Give back exactly the stretch of data below from the line holding "Input: one rendered map. Give" through the line holding "Serialize what can be read in this street", both ends included, and leave the remaining lines out.

★ ★ ★ ★ ★

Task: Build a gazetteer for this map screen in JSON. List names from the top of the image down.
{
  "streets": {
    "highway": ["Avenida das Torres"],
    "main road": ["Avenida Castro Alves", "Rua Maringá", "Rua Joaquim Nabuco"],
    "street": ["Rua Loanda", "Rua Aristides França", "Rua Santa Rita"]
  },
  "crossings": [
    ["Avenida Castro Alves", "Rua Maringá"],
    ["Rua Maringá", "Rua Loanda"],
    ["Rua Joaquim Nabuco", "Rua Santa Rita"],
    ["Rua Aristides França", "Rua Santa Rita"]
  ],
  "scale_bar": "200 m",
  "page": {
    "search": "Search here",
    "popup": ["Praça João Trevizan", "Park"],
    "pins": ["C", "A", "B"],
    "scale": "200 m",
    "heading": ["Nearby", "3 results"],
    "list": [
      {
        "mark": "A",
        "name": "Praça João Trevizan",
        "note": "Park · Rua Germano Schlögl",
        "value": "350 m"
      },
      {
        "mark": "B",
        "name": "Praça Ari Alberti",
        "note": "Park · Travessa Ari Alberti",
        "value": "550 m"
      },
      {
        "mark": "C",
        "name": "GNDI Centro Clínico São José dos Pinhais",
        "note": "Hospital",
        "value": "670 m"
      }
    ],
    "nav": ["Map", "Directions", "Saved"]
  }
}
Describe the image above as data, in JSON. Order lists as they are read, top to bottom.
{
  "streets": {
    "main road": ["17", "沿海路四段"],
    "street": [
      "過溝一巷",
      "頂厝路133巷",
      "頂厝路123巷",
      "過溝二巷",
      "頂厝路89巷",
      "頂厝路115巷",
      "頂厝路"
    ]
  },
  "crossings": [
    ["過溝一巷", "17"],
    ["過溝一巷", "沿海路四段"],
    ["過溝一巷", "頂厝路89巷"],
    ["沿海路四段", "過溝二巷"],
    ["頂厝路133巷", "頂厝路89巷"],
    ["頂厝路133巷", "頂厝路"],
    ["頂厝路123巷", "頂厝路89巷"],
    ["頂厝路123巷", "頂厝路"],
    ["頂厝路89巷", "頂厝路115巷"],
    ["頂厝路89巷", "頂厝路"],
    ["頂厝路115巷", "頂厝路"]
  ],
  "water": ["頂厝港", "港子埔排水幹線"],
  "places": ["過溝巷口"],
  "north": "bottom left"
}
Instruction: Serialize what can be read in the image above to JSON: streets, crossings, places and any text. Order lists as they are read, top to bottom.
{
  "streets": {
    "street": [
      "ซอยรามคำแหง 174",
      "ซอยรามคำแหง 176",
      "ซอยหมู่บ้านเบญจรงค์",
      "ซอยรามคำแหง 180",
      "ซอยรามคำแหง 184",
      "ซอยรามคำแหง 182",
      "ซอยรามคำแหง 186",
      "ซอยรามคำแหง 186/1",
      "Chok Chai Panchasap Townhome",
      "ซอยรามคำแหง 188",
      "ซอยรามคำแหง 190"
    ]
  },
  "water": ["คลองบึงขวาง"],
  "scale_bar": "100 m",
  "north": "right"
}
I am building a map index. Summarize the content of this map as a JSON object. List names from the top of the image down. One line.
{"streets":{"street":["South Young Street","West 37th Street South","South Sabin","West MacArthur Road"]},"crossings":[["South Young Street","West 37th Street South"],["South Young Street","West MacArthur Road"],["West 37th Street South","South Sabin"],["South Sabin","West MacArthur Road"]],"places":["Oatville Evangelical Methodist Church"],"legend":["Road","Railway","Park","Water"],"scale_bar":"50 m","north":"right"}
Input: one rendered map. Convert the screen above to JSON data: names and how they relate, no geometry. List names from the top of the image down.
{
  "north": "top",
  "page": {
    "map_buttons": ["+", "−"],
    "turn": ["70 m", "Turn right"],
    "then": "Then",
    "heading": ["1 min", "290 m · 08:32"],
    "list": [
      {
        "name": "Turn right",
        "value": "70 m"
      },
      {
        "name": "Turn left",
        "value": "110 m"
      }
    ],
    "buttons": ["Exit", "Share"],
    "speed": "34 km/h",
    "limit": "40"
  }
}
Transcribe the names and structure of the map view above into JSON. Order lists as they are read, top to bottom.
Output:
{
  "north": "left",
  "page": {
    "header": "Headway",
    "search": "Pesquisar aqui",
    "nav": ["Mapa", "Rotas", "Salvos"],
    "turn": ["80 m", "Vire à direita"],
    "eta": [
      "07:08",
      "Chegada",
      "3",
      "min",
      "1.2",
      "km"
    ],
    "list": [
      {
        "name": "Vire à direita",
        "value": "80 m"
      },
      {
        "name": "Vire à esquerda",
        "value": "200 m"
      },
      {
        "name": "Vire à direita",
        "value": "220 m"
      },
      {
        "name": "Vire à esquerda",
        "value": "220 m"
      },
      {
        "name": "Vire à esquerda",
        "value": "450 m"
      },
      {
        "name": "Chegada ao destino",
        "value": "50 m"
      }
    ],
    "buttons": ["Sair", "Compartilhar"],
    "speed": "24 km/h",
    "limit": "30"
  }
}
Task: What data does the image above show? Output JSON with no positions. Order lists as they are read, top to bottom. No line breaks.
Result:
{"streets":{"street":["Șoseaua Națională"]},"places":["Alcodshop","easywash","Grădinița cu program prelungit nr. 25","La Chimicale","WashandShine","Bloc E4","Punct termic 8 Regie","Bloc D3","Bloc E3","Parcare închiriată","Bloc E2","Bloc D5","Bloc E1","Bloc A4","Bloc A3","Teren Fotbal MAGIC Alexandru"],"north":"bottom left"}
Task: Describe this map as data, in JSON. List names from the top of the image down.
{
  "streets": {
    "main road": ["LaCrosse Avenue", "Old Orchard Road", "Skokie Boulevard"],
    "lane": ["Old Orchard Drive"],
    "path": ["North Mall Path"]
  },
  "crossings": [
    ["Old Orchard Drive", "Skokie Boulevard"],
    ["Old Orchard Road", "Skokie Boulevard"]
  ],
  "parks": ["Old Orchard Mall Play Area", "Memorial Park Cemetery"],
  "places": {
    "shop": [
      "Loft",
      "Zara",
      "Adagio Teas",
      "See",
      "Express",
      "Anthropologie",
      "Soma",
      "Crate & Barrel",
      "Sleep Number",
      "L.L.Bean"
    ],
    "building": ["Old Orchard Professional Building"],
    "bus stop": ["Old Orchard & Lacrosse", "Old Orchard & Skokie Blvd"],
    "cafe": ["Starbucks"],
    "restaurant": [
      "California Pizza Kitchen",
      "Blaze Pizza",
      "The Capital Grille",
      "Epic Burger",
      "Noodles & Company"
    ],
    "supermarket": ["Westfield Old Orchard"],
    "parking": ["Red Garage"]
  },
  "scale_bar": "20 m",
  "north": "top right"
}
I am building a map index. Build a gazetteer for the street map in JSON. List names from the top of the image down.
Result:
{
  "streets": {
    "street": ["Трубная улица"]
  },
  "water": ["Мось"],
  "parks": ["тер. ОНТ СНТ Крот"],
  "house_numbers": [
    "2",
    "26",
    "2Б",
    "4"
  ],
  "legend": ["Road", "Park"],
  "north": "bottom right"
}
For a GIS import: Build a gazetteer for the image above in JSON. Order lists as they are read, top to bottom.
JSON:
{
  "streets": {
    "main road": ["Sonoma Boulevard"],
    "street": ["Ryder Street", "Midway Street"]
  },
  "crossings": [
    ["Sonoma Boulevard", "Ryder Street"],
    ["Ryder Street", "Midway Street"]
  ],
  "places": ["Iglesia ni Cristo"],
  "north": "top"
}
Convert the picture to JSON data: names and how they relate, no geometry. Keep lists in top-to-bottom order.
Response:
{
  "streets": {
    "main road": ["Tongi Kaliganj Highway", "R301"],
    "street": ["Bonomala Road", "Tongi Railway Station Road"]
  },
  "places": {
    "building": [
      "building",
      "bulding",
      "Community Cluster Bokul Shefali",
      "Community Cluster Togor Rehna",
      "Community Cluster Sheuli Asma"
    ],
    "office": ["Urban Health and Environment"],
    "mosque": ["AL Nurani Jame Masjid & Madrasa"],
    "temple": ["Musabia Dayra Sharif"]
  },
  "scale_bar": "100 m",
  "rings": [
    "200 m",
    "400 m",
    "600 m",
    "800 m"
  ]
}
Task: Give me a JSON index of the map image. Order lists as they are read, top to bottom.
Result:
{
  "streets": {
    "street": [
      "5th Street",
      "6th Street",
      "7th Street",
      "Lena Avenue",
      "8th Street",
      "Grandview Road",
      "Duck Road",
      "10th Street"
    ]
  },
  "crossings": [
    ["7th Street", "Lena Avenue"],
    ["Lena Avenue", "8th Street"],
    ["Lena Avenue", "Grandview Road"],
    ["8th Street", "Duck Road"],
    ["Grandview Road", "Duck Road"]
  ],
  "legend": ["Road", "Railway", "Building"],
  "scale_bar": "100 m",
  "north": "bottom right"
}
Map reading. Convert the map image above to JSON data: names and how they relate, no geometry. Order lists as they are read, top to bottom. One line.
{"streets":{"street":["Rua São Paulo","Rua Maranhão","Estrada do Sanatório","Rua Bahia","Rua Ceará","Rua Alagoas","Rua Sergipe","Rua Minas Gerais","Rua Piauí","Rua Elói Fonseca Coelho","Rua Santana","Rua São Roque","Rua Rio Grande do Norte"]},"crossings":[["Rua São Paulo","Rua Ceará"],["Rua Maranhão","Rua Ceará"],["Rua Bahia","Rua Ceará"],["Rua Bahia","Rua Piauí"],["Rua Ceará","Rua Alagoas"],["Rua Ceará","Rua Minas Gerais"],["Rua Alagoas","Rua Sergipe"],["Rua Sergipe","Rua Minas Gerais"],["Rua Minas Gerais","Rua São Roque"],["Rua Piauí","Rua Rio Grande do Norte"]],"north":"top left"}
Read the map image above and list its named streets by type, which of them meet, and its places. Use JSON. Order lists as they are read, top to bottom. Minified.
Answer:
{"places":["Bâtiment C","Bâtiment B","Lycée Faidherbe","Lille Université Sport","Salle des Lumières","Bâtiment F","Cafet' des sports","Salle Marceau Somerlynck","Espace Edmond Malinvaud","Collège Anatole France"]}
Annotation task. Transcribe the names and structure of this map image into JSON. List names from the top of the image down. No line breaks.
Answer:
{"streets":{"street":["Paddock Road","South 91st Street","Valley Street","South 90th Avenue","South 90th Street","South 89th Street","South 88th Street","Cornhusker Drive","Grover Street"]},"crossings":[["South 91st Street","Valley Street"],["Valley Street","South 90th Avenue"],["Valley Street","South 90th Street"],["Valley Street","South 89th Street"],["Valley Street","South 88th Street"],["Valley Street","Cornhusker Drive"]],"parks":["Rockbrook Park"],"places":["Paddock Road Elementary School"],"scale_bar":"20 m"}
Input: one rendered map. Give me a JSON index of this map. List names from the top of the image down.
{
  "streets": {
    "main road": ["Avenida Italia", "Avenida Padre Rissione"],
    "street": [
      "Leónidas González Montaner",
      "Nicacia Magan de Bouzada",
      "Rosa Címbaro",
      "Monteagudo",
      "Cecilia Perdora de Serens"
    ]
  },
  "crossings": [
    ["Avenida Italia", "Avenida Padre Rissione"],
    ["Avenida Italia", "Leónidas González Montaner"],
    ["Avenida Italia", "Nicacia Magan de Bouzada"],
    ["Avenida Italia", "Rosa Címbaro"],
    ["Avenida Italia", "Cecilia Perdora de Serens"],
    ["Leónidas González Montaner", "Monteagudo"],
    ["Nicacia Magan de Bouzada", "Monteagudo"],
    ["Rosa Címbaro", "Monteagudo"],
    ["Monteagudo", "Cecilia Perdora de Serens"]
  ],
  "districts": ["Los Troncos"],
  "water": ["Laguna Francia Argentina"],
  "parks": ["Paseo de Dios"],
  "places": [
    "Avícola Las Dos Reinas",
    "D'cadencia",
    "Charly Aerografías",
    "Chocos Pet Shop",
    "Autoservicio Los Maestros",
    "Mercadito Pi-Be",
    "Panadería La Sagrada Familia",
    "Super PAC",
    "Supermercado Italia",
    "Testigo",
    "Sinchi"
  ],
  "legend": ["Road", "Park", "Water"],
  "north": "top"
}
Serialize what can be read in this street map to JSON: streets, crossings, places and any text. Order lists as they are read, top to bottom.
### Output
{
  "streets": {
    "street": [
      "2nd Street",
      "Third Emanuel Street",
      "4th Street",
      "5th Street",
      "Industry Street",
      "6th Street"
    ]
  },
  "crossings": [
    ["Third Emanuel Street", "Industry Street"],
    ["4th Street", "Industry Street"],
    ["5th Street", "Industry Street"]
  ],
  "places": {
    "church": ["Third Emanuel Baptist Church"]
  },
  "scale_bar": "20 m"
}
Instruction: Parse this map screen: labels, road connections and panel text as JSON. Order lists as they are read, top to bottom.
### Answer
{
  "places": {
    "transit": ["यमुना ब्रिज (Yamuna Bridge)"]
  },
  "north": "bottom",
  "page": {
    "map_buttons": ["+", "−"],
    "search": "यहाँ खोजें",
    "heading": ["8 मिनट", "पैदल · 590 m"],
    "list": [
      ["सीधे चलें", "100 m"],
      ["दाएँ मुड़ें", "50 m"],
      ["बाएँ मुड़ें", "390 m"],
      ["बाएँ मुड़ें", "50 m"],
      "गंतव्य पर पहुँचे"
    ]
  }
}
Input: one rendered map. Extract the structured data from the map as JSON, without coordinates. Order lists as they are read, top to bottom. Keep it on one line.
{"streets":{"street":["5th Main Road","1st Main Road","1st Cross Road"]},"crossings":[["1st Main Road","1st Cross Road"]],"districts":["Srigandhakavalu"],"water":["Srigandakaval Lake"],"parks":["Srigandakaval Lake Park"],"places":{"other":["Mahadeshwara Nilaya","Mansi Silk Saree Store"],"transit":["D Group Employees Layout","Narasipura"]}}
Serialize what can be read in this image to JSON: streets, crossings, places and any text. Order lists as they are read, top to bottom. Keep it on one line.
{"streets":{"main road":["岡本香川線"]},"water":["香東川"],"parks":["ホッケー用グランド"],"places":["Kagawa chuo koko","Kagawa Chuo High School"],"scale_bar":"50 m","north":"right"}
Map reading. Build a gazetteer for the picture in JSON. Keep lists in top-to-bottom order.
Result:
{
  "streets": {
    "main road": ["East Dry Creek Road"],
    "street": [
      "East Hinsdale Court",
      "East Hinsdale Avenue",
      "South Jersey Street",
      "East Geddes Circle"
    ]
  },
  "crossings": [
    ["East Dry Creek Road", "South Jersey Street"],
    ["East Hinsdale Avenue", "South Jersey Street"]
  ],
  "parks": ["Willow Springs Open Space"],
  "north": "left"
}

★ ★ ★ ★ ★

## Output of the exercise
Input: one rendered map. Give me a JSON index of this map. List names from the top of the image down.
{
  "streets": {
    "main road": ["Avenida Italia", "Avenida Padre Rissione"],
    "street": [
      "Leónidas González Montaner",
      "Nicacia Magan de Bouzada",
      "Rosa Címbaro",
      "Monteagudo",
      "Cecilia Perdora de Serens"
    ]
  },
  "crossings": [
    ["Avenida Italia", "Avenida Padre Rissione"],
    ["Avenida Italia", "Leónidas González Montaner"],
    ["Avenida Italia", "Nicacia Magan de Bouzada"],
    ["Avenida Italia", "Rosa Címbaro"],
    ["Avenida Italia", "Cecilia Perdora de Serens"],
    ["Leónidas González Montaner", "Monteagudo"],
    ["Nicacia Magan de Bouzada", "Monteagudo"],
    ["Rosa Címbaro", "Monteagudo"],
    ["Monteagudo", "Cecilia Perdora de Serens"]
  ],
  "districts": ["Los Troncos"],
  "water": ["Laguna Francia Argentina"],
  "parks": ["Paseo de Dios"],
  "places": [
    "Avícola Las Dos Reinas",
    "D'cadencia",
    "Charly Aerografías",
    "Chocos Pet Shop",
    "Autoservicio Los Maestros",
    "Mercadito Pi-Be",
    "Panadería La Sagrada Familia",
    "Super PAC",
    "Supermercado Italia",
    "Testigo",
    "Sinchi"
  ],
  "legend": ["Road", "Park", "Water"],
  "north": "top"
}
Serialize what can be read in this street map to JSON: streets, crossings, places and any text. Order lists as they are read, top to bottom.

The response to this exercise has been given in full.